→ **Problem description**
Report how many lines in the data below hold the string "names". Nothing else should appear in the answer.

→ **The data**
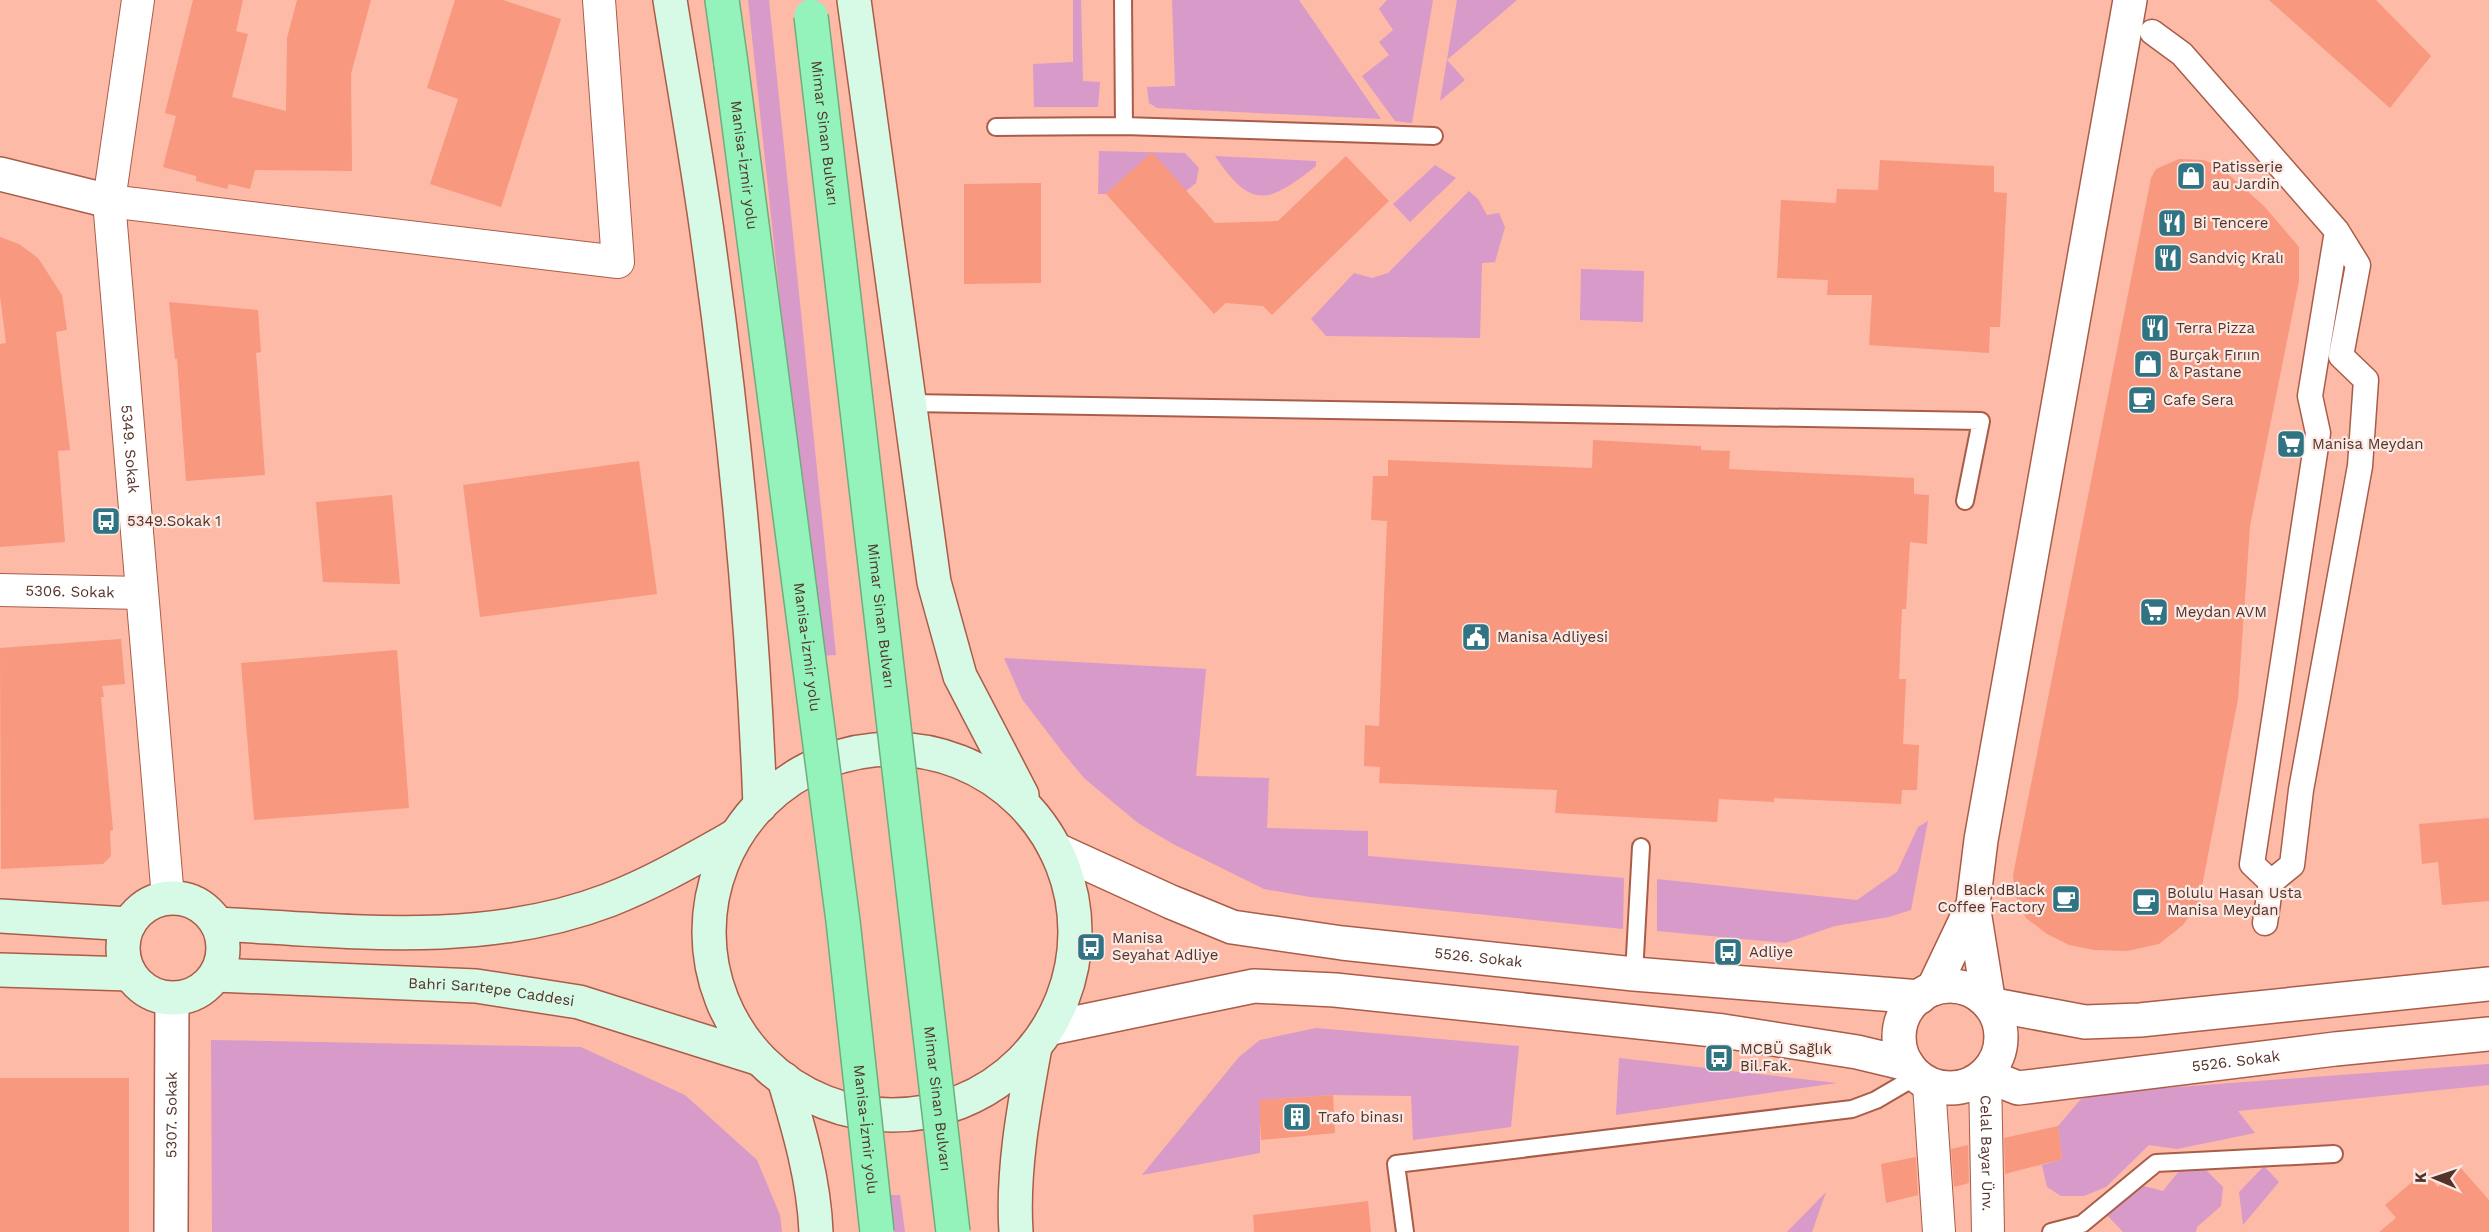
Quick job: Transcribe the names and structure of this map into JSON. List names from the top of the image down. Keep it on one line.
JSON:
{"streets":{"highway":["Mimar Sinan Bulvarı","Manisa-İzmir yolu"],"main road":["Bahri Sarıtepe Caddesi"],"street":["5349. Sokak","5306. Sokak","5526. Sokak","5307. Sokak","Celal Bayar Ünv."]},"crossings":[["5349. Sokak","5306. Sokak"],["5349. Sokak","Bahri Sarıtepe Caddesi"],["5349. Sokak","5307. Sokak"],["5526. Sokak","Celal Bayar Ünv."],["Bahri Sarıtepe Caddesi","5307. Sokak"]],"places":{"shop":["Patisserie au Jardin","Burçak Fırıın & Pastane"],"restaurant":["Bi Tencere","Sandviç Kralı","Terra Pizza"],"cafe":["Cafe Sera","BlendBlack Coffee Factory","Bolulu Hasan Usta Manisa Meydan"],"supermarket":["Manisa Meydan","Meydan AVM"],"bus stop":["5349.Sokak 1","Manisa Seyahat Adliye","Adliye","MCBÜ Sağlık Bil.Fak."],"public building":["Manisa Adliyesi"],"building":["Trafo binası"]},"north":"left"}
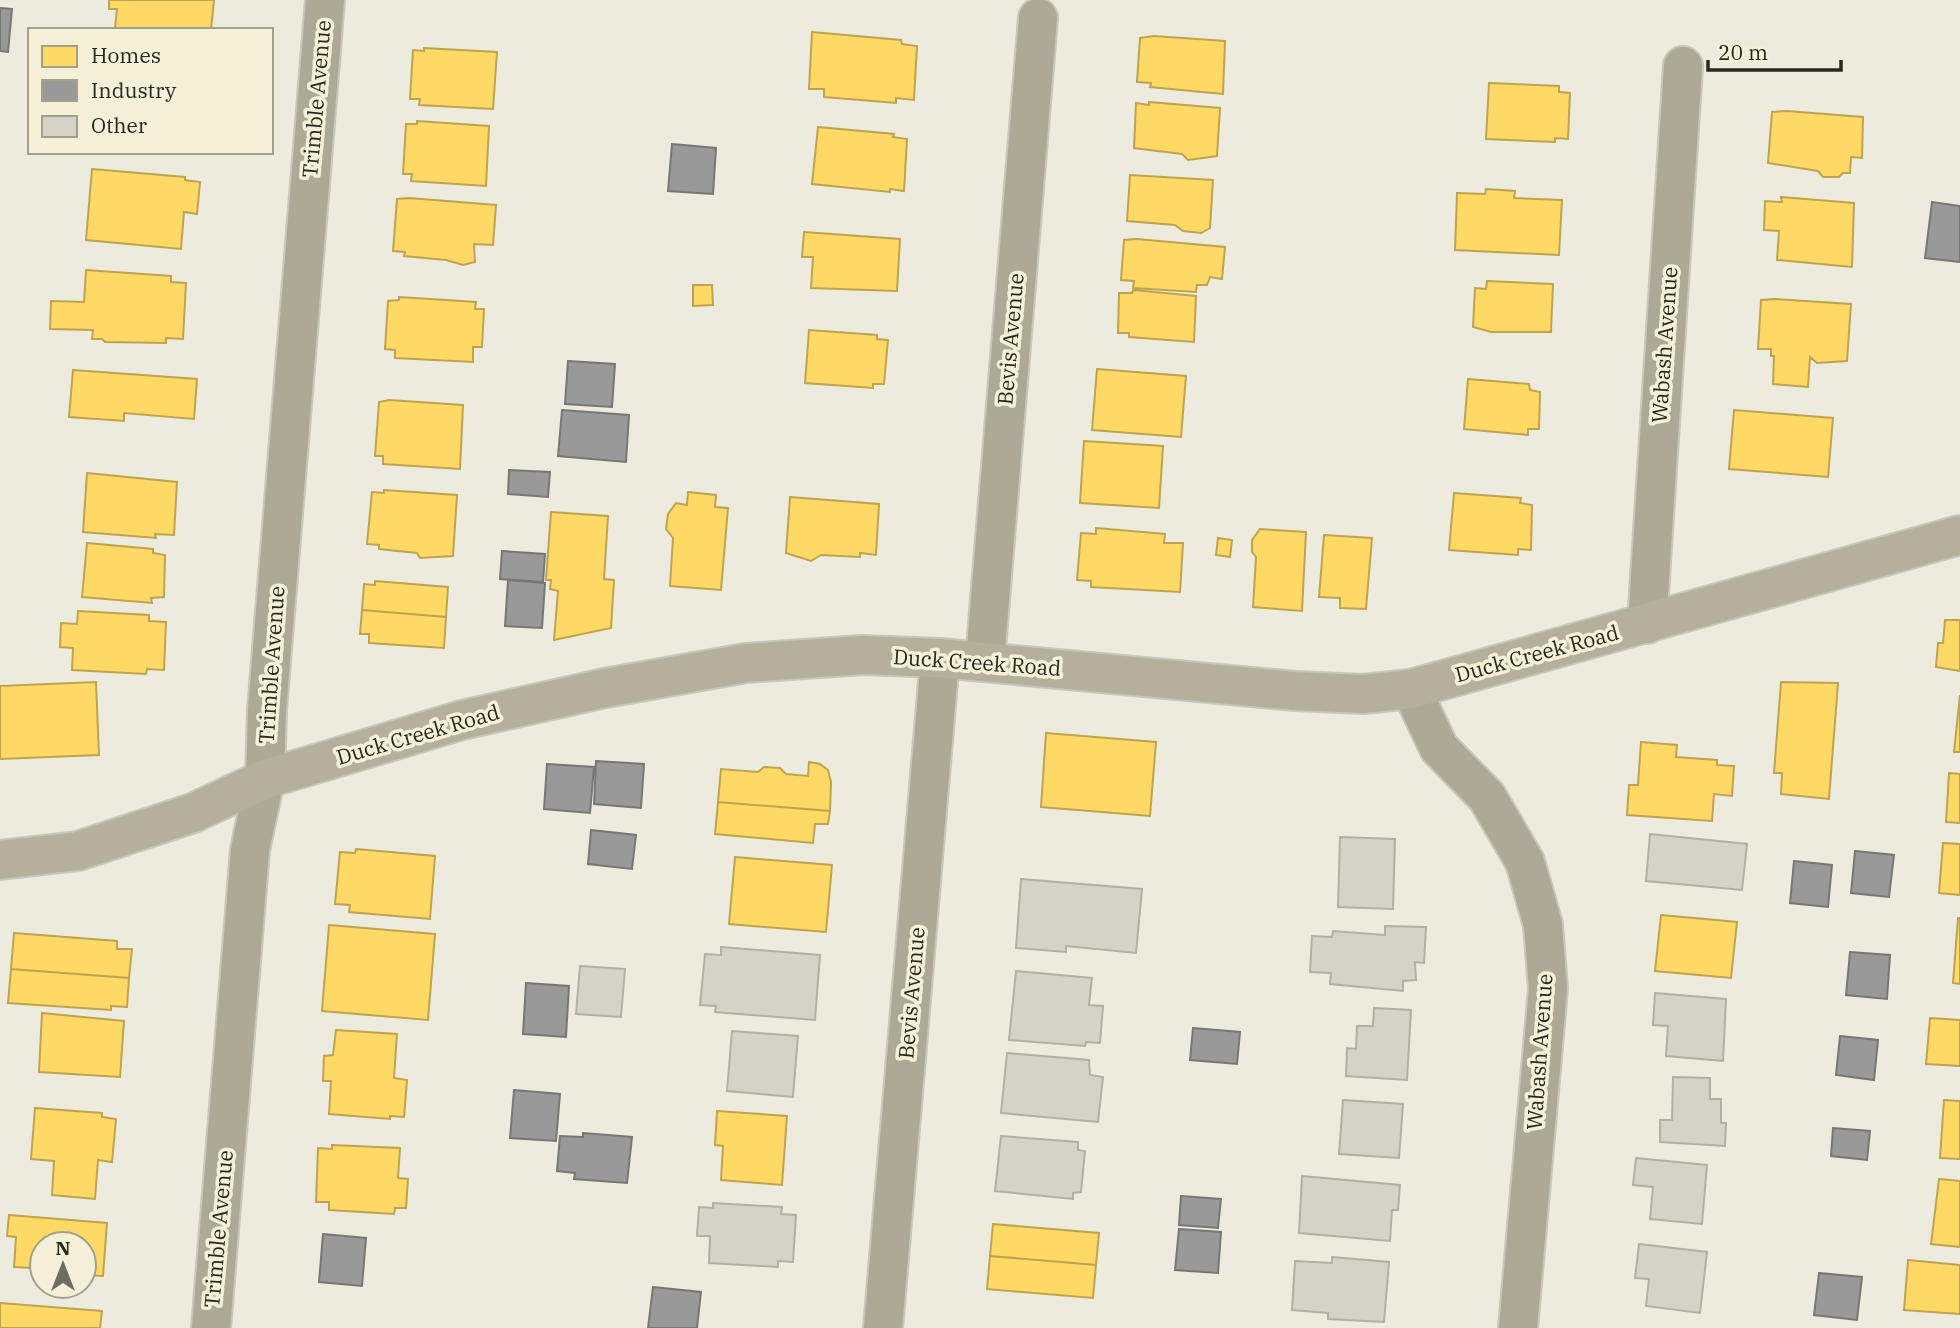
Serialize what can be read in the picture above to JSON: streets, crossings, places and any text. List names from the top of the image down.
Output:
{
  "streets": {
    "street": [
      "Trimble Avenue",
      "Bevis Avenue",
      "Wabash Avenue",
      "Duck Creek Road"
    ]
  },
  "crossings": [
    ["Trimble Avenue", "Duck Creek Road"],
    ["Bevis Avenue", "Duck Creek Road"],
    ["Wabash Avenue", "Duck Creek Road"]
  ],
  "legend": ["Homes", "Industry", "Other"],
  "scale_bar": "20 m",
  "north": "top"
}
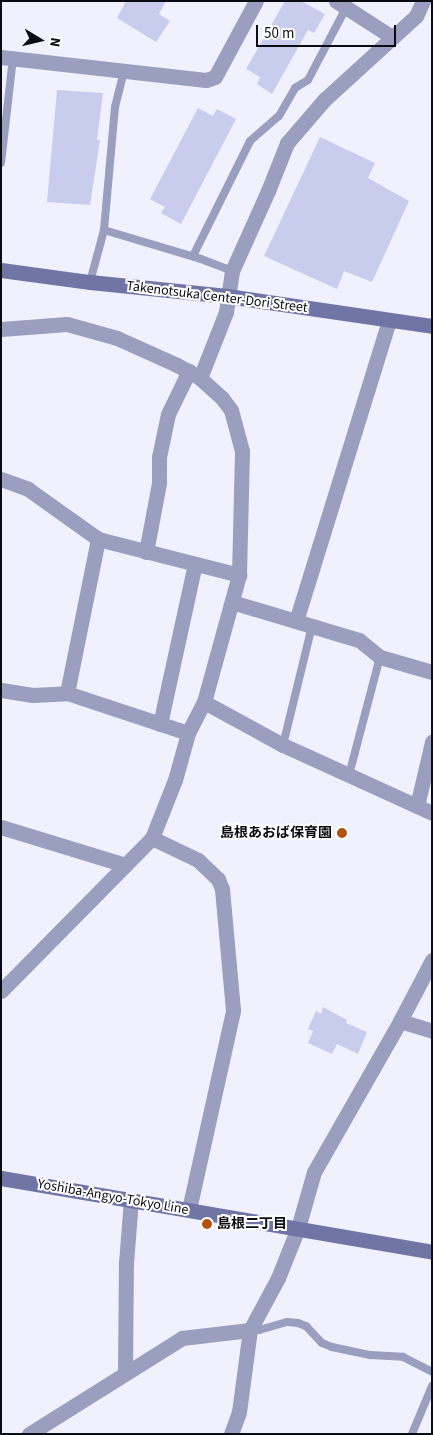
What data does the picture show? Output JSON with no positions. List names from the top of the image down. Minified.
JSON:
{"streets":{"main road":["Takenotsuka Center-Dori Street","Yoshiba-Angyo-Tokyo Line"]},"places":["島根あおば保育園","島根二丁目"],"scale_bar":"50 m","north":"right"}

→ **Solution to this task**
3